## What is required
Which lines of the entries contain the word "strokeStyle"? Please list them.

::::::

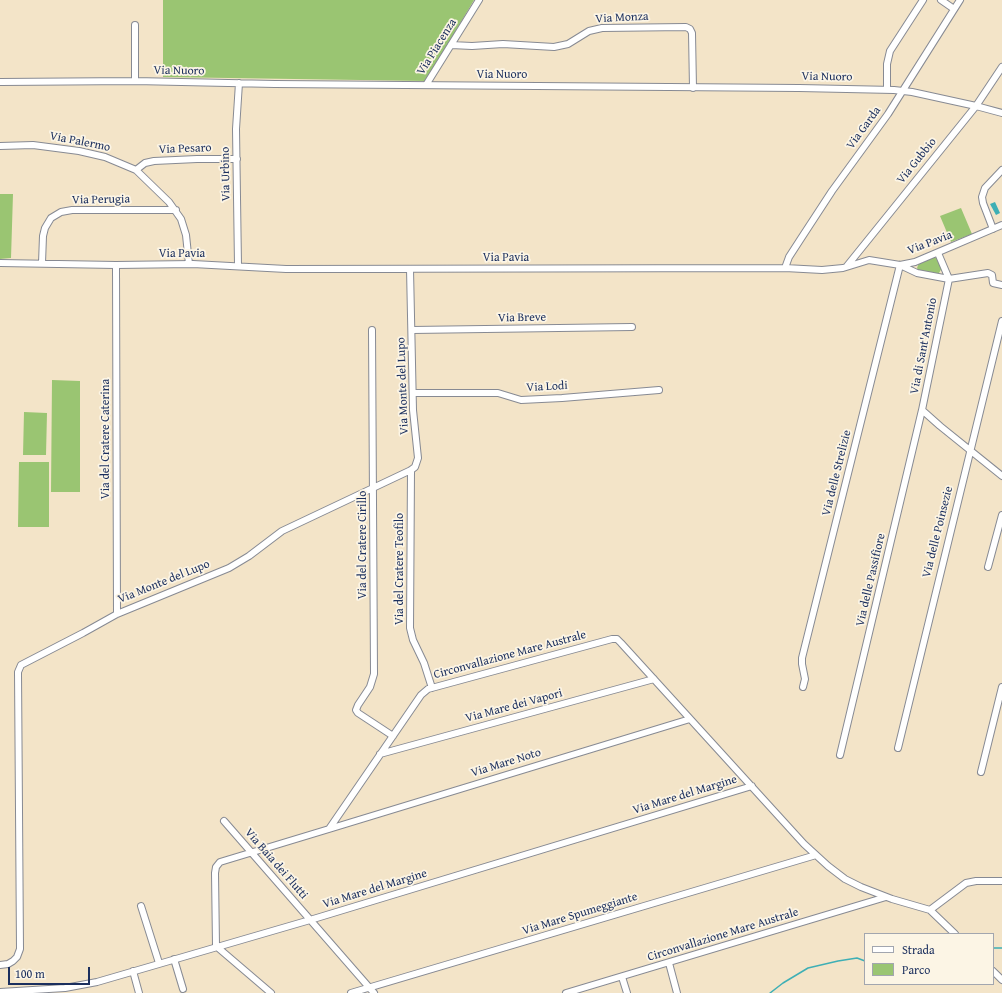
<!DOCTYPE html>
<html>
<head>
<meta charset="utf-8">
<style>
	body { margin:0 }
	#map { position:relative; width:1002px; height:993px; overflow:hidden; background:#f3e4c8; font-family:"Gentium Book Plus",serif }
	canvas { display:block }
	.legend { position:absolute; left:864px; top:933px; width:130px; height:52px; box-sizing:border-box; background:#fcf5e5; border:1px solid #a2a6af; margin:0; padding:5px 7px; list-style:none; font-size:12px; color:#1b2f5e }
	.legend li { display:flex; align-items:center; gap:8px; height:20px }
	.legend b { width:20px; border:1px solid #a2a6af }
	.scale { position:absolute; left:8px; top:967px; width:82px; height:18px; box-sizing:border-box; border:2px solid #1b2f5e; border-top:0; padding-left:5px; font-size:12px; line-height:14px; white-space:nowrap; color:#1b2f5e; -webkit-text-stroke:3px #fcf5e5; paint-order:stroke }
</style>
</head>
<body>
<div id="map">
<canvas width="1002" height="993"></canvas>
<ul class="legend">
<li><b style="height:5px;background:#fff"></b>Strada</li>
<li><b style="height:11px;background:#9ac572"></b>Parco</li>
</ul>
<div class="scale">100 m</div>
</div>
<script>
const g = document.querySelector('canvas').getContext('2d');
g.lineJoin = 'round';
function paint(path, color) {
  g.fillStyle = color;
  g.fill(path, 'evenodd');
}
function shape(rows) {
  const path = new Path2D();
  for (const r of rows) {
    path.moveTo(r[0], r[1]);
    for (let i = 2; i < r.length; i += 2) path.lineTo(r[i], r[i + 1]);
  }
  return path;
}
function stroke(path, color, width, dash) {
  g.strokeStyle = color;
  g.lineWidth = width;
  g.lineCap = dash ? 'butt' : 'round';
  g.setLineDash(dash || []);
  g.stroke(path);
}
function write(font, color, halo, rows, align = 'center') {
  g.font = font + ' "Gentium Book Plus",serif';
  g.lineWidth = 3.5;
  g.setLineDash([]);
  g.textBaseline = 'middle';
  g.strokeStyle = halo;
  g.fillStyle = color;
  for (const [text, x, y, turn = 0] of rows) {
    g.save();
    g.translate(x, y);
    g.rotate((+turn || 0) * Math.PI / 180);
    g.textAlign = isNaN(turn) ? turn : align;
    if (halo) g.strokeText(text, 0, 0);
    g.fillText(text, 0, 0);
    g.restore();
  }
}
const green = shape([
	[163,0,474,0,426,81,163,77],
	[0,194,13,194,11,258,0,259],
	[961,208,972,234,951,242,940,216],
	[934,257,938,259,942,268,939,273,935,275,921,272,918,270,917,268,919,263],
	[52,380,80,381,80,492,51,492],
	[24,412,47,413,46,455,23,455],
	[19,462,49,462,49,527,18,527]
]);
const water = shape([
	[995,202,1000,213,996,215,990,204]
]);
const stream = shape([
	[993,948,1002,948],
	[770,993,783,983,808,968,838,961,857,958,865,961]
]);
const street = shape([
	[941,0,954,9],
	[451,45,472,46,503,44,554,47,568,44,589,31,602,28,686,27,690,29,692,33,693,88],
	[135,81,135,25],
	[0,82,135,81,275,84,799,88,894,90,912,92,976,106,1002,113],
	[426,85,479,0],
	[887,90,887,64,890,51,923,0],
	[0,146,33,145,79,151,105,157,136,170,169,202,181,219,186,235,189,264],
	[136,170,145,163,154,161,197,159,237,159],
	[993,229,983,203,982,197,985,188,1002,170],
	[938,253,949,279],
	[0,263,116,265,193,264,286,269,785,268,822,270,843,268,869,260,900,265,915,262,1002,225],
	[42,263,43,236,45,228,51,218,61,212,72,210,176,210],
	[116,265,117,614],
	[238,265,236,129,239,83],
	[900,265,917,273,949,279,988,273,992,275,993,283,1002,285],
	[847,266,976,106,1002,67],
	[785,268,789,257,800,240,832,191,888,114,960,0],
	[949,279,922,410,940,426,1002,476],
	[372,330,374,674,370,687,358,705,356,710,358,713,393,736],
	[412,330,632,327],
	[413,393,498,393,521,400,562,398,659,390],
	[411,470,410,628,413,640,424,663,432,688],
	[988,567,1002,515],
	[803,687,805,679,802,664,802,658,900,265],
	[898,748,1002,321],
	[380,754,654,679],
	[840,755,922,410],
	[981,772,1002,687],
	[224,821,374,993],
	[329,829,690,719],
	[141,906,159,963],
	[930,910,966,883,976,881,1002,881],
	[174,959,183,989],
	[669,963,677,993],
	[0,965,8,964,13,961,17,957,20,949,18,672,21,665,83,633,117,614,229,568,249,556,282,531,411,470,415,467,418,458,413,410,410,269],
	[133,971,139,993],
	[993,971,1002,980],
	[622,977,627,993],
	[0,992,65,988,97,982,310,920,752,786],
	[271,993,216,946,215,873,216,867,220,862,329,829,421,695,428,689,612,639,617,639,621,643,804,844,828,866,845,879,861,887,892,899,930,910,955,934],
	[351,993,816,855],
	[566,993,886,897]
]);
const streetNames = [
	["Via Monza",622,18,-3],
	["Via Piacenza",437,47,-58],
	["Via Nuoro",179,71,1],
	["Via Nuoro",502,75],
	["Via Nuoro",827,77,1],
	["Via Garda",864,128,-54],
	["Via Palermo",80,142,11],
	["Via Pesaro",185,149,-2],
	["Via Gubbio",917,161,-51],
	["Via Urbino",226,174,-91],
	["Via Perugia",101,200,-1],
	["Via Pavia",930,243,-21],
	["Via Pavia",182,254],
	["Via Pavia",506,258],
	["Via Breve",522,318,-1],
	["Via di Sant'Antonio",924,346,-79],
	["Via Monte del Lupo",403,386,-92],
	["Via Lodi",547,387,-3],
	["Via del Cratere Caterina",106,439,-90],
	["Via delle Strelizie",837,473,-76],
	["Via delle Poinsezie",938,532,-76],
	["Via del Cratere Cirillo",363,545,-90],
	["Via del Cratere Teofilo",400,569,-90],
	["Via delle Passifiore",871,580,-77],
	["Via Monte del Lupo",164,582,-22],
	["Circonvallazione Mare Australe",510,655,-15],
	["Via Mare dei Vapori",514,706,-15],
	["Via Mare Noto",506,763,-17],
	["Via Mare del Margine",685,795,-17],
	["Via Baia dei Flutti",276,864,49],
	["Via Mare del Margine",375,889,-17],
	["Via Mare Spumeggiante",580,914,-17],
	["Circonvallazione Mare Australe",723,935,-17]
];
paint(green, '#9ac572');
paint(water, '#3eafb5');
stroke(stream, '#3eafb5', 1.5);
stroke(street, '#878a93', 8);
stroke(street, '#fff', 6);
write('12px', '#1b2f5e', '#fcf5e5', streetNames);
</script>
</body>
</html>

::::::

## Reply to the task
  g.strokeStyle = color;
  g.strokeStyle = halo;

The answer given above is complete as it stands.